SPK Başkanı Akgiray: ''Depreme hazırlık gayrimenkul finansman
modellerimizi çeşitlendirmeliyiz''
Sermaye Piyasası Kurulu (SPK) Başkanı Vedat Akgiray, ''Türev piyasalarımızı
geliştirerek, depreme hazırlık gayrimenkul finansman modellerimizi
çeşitlendirmek durumundayız'' dedi. Akgiray konuşmasında, sermaye piyasaları ile
gayrimenkul piyasalarının birlikteliğinin çok önemli olduğunu, gayrimenkul
dolaylı yoldan alınıp satılabiliyorsa insanların oraya daha kolay yatırım
yaptıklarını, bunu yapmanın da sermaye piyasalarını kullanmaktan geçtiğini
söyledi. Türkiye'de özel sektör firmalarının da tahvil ihracına başladığını
anımsatan Akgiray, ''Bu sene hem bu ihraç miktarını hem sayısını birkaç misliyle
bitireceğimizi tahmin ediyoruz'' dedi.
Depreme hazırlanmak gerektiğine işaret eden Akgiray, Türkiye türev
piyasalarını geliştirerek, depreme hazırlık gayrimenkul geliştirme finansman
modellerini çeşitlendirmek gerektiğini belirtti.
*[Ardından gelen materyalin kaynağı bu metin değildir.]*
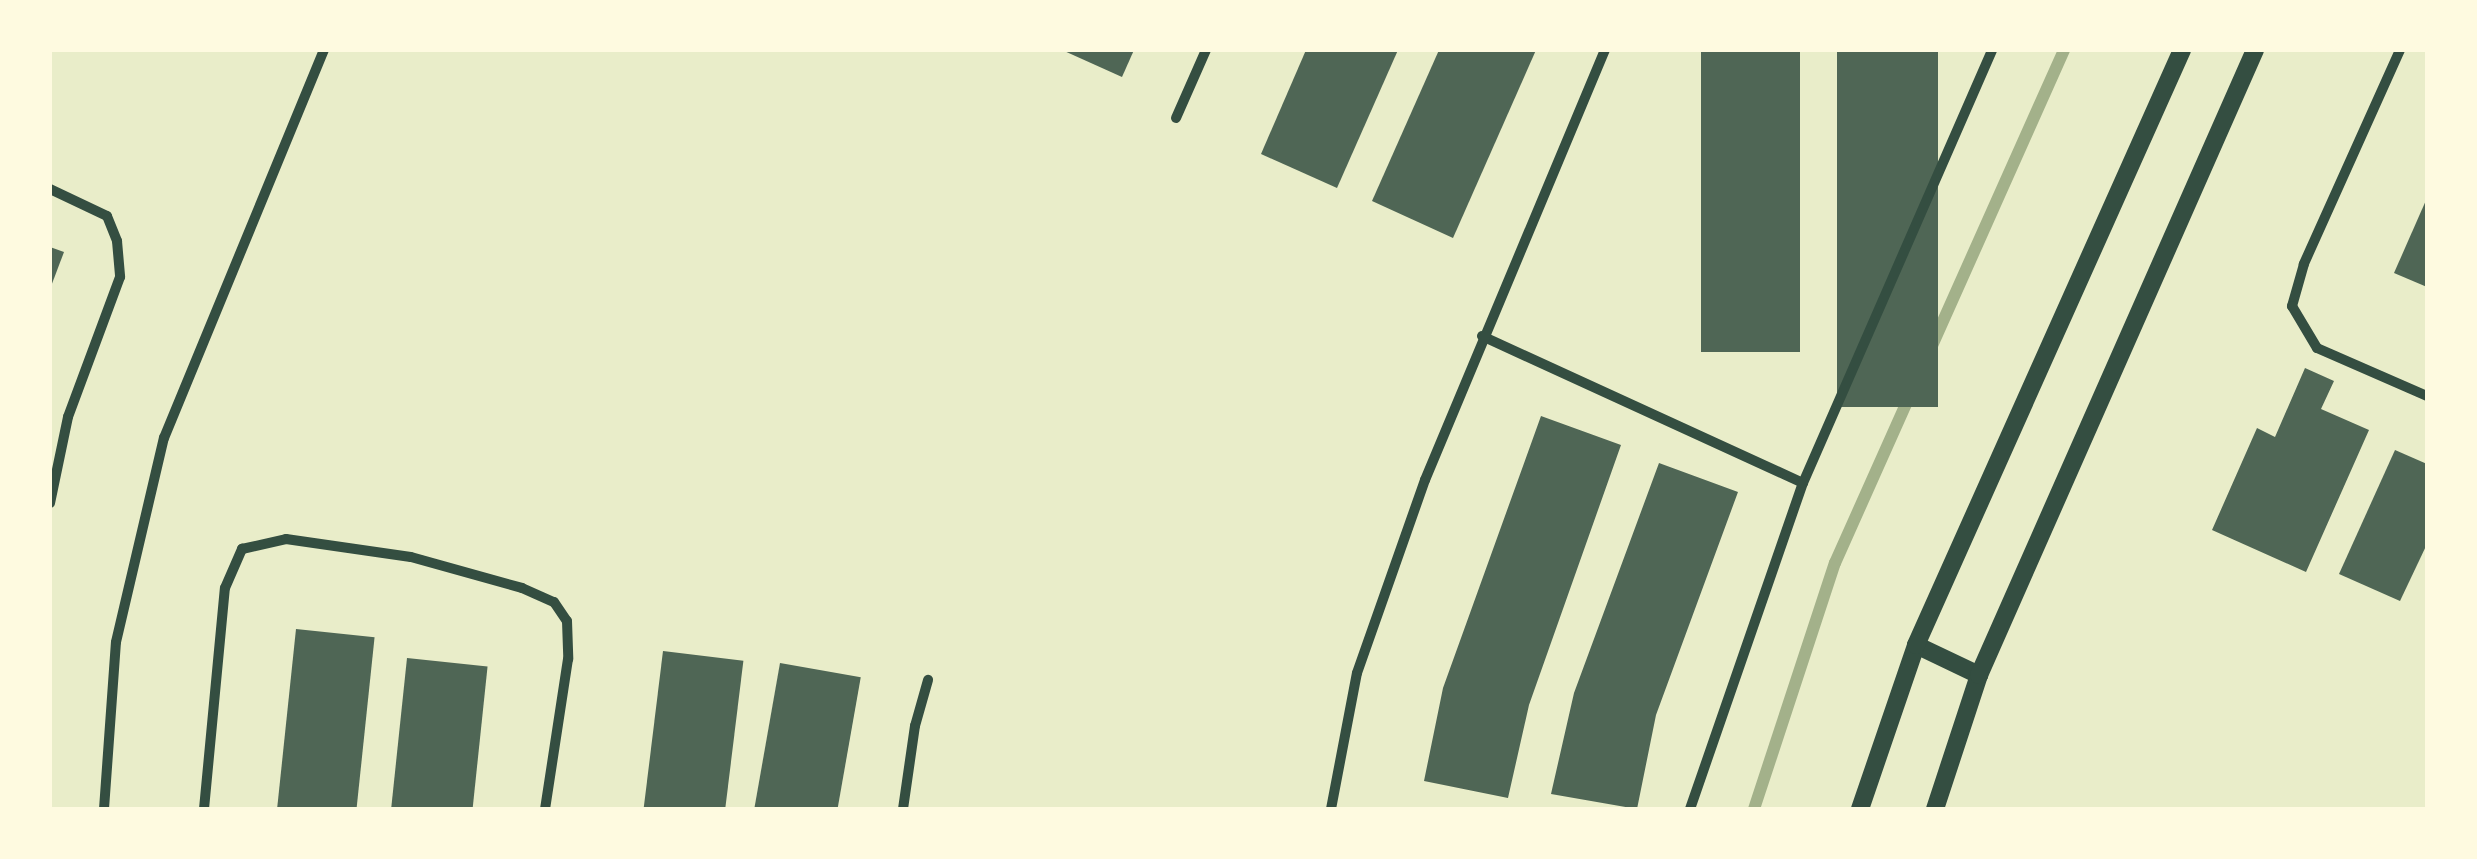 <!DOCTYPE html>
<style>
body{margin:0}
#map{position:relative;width:2477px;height:859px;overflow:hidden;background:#e9edc9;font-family:"Source Sans 3",sans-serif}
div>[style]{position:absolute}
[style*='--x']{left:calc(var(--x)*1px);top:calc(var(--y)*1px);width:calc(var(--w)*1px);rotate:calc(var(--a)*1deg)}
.stream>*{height:12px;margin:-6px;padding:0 6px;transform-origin:6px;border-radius:6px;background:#a3b18a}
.building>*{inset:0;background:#4f6655;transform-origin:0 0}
.minor>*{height:10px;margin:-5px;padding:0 5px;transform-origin:5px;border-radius:5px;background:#344e41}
.tertiary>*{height:18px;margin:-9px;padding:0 9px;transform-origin:9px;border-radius:9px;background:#344e41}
span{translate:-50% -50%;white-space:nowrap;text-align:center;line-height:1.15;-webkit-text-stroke:10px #fefae0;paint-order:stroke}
.frame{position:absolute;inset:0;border:52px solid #fefae0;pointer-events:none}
</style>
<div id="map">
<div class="stream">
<i style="--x:1754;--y:809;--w:259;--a:-71.8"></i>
<i style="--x:1835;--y:563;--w:562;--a:-65.94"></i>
</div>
<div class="building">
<i style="clip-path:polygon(1062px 50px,1134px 50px,1122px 77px)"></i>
<i style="clip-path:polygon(1306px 50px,1398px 50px,1337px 188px,1261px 154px)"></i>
<i style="clip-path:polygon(1439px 50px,1536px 50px,1453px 238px,1372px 201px)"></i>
<i style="left:1701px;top:50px;width:99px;height:302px"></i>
<i style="left:1837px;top:50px;width:101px;height:357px"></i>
<i style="clip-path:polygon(2427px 198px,2427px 287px,2394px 273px)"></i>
<i style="clip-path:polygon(50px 247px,64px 252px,50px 289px)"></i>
<i style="clip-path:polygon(2305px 368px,2334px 381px,2321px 409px,2369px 430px,2306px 572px,2212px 530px,2257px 428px,2275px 437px)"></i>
<i style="clip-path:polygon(1541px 416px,1621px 445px,1529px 705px,1508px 798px,1424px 781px,1443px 688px)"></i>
<i style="clip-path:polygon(2395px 450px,2427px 464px,2427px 544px,2400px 601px,2339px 574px)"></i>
<i style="clip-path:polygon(1659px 463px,1738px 492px,1656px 715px,1637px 809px,1551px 794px,1574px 693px)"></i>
<i style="left:296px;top:629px;width:79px;height:181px;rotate:6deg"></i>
<i style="left:663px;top:651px;width:81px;height:159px;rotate:7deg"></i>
<i style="left:407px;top:658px;width:81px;height:152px;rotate:6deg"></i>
<i style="left:780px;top:663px;width:82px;height:148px;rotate:10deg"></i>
</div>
<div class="minor">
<i style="--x:2400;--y:50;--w:235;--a:114.2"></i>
<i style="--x:2304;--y:264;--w:44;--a:105.9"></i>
<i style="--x:2292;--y:306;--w:49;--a:59.2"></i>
<i style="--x:2317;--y:348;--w:120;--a:23.6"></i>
<i style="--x:1176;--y:118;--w:74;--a:-66.2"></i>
<i style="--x:50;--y:189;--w:63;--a:25.3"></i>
<i style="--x:107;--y:216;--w:27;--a:68"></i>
<i style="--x:117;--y:241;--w:36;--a:85"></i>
<i style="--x:120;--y:277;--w:149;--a:110.4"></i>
<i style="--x:68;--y:417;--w:88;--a:101.8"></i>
<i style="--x:1482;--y:336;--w:353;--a:24.6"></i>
<i style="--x:104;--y:809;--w:167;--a:-85.9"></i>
<i style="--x:116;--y:642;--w:210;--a:-76.8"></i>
<i style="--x:164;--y:438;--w:420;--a:-67.6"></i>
<i style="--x:204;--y:809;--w:222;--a:-84.6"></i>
<i style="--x:225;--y:588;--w:43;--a:-66.4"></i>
<i style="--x:242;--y:549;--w:45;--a:-12.8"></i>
<i style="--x:286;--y:539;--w:126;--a:8.2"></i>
<i style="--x:411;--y:557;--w:115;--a:15.6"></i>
<i style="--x:522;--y:588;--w:35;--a:24"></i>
<i style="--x:554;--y:602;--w:23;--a:56"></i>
<i style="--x:567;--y:621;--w:38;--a:88"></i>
<i style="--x:568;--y:659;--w:152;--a:98.7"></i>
<i style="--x:903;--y:809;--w:84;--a:-81.8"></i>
<i style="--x:915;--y:726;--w:48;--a:-74.2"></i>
<i style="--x:1331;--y:809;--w:138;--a:-79.2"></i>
<i style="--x:1357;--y:673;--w:205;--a:-70.6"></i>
<i style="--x:1425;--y:480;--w:466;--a:-67.3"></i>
<i style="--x:1690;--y:809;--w:345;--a:-70.9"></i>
<i style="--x:1803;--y:483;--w:472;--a:-66.4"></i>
</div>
<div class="tertiary">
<i style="--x:1916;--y:645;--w:70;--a:25.5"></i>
<i style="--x:1860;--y:809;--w:173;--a:-71.1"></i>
<i style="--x:1916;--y:645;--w:652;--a:-65.91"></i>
<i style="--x:1935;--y:809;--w:141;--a:-71.8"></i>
<i style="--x:1979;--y:675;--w:683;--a:-66.17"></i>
</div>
<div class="frame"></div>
</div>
Akgiray, en geç Mayıs ayında
Türkiye'de bu tür enstrümanların yeni çeşitlerinin de borsada işlem görmeye
başlayacağını bildirdi. İMKB'nin toplam piyasa değerinin yüzde 7-8'inin GYO'lar
ve inşaat şirketlerinden oluştuğunu söyleyen Akgiray, Meksika'da bu oranın yüzde
25 civarında olduğuna dikkati çekti.